É na desordem, no acaso, no caos e na anarquia que a imaginação encontra sua morte.
— Nick Cave
Daqui uma semana teremos a primeira aula do meu curso de narrativa para você usar no seu trabalho. Não perca!
Se tem uma coisa que aprendi logo que mudei para São Paulo é o seguinte: nunca, jamais, em hipótese alguma, nem que a sua vida dependa disso, pegue a Avenida Rebouças, especialmente o trecho da Henrique Schaumann até o Shopping Eldorado. É receita para passar raiva.

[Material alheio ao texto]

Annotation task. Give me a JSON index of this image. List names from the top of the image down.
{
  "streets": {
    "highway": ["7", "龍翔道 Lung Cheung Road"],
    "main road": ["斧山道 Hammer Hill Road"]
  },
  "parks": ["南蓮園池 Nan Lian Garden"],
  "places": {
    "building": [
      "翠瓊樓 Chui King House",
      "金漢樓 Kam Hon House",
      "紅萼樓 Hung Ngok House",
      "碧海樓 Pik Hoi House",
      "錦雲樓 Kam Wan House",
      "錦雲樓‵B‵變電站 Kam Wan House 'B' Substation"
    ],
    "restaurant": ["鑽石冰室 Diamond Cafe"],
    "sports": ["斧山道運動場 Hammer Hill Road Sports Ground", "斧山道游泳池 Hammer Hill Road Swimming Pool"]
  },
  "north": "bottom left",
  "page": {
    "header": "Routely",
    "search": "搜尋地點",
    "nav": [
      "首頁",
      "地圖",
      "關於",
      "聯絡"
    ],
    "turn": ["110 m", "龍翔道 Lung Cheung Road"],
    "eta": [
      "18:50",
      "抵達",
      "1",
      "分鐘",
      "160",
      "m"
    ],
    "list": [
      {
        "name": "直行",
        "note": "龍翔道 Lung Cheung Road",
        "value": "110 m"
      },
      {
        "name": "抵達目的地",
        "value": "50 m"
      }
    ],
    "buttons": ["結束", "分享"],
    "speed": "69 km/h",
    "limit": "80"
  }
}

Infelizmente, o Waze não tem este algoritmo e lá estávamos nós no sábado de manhã pegando este caminho lazarento. Mas era sábado, trânsito tranquilo, certo? Até que era, mas aconteceu uma cena pra lá de comum no trânsito de São Paulo: uma Fiorino que vinha de uma transversal da avenida foi dar aquela avançadinha no sinal amarelo para ganhar um minuto, mas tudo o que conseguiu foi fechar o cruzamento bem no corredor dos ônibus. O motorista fez aquela cara de “vish, foi mals” e todo mundo em volta começou a reclamar.
O cara da Fiorino não podia esperar um minutinho. Nem nós, ali, assistindo o ônibus bi-articulado contornar o gargalo. São Paulo não pode parar — mas acho que este é um fenômeno que não é exclusivo daqui.
Vivemos em estado permanente de urgência. Nem coar o café queremos mais, aquele ritual da manhã de paciência e cheiros incríveis tomando a casa. Agora é só apertar um botão e bzzzzzzzt aqui está nossa dose de cafeína, a substância que nos acelera. O podcast está muito longo? 1.5x nele. (Você não ouve o Boa Noite Internet em 1.5x, né? Né?). Tudo em nome de duas filhas queridas do nosso Sistema: a produtividade e a conveniência.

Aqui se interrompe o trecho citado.